__TASK BRIEF__.
Locate each line in the records containing "building". Copy it.

__MATERIAL PROVIDED__.
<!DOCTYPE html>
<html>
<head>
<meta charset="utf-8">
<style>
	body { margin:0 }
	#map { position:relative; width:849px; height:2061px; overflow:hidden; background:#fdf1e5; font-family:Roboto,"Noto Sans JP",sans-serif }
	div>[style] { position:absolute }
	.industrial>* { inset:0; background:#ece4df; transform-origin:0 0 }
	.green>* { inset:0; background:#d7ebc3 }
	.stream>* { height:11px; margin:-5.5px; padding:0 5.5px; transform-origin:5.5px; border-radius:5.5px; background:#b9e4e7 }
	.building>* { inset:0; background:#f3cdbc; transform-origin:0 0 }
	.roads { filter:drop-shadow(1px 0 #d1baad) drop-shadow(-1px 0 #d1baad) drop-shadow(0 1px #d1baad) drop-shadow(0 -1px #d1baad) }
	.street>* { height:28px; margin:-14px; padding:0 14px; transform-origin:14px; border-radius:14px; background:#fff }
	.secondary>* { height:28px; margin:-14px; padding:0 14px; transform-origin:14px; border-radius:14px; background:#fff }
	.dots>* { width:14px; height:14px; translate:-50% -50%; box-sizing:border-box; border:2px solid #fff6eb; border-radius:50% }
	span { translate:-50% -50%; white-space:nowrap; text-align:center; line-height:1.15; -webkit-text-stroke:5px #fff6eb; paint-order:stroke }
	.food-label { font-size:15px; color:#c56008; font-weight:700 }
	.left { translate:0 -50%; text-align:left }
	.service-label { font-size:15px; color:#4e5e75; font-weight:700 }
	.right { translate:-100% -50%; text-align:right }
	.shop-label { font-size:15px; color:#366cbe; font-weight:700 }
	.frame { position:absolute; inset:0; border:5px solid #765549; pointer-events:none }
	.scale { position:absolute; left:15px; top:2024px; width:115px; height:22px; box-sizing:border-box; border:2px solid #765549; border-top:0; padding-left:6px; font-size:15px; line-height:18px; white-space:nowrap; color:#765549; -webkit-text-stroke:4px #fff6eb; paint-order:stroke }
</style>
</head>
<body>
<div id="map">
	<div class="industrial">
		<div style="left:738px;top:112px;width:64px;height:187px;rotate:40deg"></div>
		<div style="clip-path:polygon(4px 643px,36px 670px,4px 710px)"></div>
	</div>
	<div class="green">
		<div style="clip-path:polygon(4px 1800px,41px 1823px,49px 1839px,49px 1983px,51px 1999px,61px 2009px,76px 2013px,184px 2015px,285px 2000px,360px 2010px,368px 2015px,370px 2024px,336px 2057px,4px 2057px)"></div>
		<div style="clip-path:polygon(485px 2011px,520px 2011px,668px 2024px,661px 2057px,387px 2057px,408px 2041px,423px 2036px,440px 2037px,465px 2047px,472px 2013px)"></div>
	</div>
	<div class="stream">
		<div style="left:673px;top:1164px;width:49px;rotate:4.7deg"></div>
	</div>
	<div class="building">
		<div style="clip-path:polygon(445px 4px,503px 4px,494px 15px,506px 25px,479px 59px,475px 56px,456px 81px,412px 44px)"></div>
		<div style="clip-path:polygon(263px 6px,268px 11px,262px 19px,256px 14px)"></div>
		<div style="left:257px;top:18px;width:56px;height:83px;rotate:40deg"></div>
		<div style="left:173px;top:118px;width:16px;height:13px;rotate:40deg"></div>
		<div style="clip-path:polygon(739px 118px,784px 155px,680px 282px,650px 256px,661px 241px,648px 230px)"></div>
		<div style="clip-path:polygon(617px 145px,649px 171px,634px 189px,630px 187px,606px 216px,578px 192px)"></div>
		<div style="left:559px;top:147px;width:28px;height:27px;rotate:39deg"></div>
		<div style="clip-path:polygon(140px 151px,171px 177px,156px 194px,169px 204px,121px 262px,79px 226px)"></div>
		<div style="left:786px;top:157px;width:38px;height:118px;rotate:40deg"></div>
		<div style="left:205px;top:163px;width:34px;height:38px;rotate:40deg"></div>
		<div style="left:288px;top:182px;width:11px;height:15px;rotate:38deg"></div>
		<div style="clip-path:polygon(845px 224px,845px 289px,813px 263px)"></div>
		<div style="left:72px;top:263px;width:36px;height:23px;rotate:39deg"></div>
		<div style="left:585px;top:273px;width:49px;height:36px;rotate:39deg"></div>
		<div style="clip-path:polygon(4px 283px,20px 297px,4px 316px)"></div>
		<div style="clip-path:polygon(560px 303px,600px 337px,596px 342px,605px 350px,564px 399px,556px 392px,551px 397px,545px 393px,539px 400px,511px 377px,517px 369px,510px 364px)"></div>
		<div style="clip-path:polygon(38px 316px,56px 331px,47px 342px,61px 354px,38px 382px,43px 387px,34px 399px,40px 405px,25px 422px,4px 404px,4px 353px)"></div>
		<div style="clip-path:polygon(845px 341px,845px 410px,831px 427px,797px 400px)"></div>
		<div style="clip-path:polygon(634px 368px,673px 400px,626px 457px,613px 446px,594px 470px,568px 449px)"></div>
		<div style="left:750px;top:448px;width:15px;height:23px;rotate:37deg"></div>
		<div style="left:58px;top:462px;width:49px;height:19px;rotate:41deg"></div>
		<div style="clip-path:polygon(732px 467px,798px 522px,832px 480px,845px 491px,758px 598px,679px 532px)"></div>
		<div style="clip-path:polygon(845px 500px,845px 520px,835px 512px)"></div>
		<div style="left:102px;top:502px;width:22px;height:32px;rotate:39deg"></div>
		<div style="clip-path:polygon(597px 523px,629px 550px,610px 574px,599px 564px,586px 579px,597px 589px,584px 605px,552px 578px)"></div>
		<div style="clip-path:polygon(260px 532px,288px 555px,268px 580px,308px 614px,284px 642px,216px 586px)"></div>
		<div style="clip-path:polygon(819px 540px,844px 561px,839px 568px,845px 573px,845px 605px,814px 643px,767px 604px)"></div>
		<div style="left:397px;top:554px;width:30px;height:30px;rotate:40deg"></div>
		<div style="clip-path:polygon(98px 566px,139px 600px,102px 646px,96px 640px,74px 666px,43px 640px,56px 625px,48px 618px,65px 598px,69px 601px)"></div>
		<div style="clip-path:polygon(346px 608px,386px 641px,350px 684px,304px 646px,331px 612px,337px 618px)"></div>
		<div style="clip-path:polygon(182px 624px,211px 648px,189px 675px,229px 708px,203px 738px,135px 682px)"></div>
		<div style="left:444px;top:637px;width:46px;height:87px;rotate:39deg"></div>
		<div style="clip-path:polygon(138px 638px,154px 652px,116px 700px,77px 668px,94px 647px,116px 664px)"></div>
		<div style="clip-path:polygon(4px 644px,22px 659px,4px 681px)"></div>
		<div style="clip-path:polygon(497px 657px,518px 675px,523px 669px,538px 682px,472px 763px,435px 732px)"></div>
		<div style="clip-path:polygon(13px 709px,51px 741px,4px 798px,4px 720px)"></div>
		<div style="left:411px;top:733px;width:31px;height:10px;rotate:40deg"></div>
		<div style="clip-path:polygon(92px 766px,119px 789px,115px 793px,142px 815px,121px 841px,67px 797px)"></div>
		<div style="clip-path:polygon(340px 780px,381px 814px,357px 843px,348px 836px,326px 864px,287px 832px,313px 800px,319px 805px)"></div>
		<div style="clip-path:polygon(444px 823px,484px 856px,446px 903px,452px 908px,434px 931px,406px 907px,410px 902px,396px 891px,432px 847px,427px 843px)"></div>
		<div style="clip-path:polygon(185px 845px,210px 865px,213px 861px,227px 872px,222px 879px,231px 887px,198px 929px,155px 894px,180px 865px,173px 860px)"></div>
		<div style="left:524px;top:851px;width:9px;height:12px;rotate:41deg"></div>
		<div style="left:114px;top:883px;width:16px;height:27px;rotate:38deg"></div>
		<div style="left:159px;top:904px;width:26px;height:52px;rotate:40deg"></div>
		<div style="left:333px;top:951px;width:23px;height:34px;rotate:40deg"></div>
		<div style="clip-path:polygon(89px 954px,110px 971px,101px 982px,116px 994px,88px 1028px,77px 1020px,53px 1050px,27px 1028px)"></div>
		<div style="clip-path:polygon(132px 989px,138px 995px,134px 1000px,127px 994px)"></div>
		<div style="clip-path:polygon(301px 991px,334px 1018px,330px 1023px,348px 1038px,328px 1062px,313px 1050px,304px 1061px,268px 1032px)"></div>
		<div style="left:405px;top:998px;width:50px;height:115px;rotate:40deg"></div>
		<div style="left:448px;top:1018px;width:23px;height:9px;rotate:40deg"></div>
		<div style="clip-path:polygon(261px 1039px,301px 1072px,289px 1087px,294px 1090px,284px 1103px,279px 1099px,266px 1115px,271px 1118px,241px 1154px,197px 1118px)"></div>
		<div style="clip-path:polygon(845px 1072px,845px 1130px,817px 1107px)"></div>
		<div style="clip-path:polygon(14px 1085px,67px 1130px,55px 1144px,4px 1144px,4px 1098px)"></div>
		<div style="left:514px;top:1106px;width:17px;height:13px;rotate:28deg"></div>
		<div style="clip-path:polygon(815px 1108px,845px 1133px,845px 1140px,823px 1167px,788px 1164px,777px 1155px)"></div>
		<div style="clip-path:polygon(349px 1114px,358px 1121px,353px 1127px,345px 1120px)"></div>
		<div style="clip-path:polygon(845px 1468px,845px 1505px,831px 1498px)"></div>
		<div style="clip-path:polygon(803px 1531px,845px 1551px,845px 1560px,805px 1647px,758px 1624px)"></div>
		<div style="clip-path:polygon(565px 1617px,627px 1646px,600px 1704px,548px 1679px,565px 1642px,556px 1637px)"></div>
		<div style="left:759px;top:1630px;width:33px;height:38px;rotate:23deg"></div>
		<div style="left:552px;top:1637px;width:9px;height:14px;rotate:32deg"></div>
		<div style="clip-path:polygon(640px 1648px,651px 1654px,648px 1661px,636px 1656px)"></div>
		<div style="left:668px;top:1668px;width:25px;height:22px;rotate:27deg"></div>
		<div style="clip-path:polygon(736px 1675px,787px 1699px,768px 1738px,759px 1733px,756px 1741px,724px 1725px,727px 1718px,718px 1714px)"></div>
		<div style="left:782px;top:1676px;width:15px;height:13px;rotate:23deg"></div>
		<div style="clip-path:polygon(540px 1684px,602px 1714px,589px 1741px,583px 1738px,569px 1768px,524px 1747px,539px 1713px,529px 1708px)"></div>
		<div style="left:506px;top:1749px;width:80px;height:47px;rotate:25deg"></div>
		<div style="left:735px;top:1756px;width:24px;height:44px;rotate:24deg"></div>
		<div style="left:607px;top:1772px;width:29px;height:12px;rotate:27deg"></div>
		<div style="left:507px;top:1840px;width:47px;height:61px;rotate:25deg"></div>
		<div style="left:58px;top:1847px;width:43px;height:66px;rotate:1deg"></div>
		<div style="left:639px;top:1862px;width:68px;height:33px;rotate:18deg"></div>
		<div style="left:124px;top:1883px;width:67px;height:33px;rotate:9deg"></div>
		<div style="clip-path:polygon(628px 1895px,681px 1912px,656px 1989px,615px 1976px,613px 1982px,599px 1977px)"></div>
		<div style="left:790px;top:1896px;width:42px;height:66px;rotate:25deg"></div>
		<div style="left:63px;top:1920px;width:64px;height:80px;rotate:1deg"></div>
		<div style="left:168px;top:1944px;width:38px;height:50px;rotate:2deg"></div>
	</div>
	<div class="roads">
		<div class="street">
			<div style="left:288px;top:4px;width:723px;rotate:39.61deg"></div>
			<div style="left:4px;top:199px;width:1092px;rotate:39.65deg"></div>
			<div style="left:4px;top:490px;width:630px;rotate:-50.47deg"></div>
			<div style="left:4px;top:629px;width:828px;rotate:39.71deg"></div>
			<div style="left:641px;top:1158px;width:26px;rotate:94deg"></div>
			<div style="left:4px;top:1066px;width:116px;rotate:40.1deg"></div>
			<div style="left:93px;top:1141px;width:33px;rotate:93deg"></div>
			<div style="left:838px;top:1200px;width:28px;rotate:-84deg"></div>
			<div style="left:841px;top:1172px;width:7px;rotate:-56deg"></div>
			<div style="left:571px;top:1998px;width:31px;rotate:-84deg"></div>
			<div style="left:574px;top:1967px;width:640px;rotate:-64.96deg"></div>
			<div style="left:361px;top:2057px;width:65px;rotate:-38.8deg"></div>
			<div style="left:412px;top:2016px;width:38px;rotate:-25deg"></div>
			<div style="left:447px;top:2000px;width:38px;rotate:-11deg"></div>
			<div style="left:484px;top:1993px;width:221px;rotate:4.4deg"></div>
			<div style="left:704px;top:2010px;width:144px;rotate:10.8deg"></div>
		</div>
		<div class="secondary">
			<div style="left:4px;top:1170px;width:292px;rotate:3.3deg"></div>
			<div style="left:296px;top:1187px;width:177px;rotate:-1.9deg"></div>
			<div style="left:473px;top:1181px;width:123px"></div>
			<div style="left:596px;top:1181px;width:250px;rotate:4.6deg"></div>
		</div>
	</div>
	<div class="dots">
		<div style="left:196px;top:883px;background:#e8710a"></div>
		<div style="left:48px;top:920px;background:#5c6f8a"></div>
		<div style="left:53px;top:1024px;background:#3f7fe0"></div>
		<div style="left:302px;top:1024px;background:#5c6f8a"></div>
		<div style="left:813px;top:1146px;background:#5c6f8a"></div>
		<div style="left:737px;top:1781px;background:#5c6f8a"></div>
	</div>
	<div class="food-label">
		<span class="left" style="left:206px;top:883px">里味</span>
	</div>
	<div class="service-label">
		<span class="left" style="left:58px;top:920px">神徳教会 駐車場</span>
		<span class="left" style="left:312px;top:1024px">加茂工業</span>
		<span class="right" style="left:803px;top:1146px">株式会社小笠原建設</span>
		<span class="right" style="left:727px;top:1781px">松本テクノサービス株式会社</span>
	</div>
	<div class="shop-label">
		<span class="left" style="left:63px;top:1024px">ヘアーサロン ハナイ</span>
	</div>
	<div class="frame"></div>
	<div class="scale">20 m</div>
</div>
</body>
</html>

__YOUR SOLUTION__.
	.building>* { inset:0; background:#f3cdbc; transform-origin:0 0 }
	<div class="building">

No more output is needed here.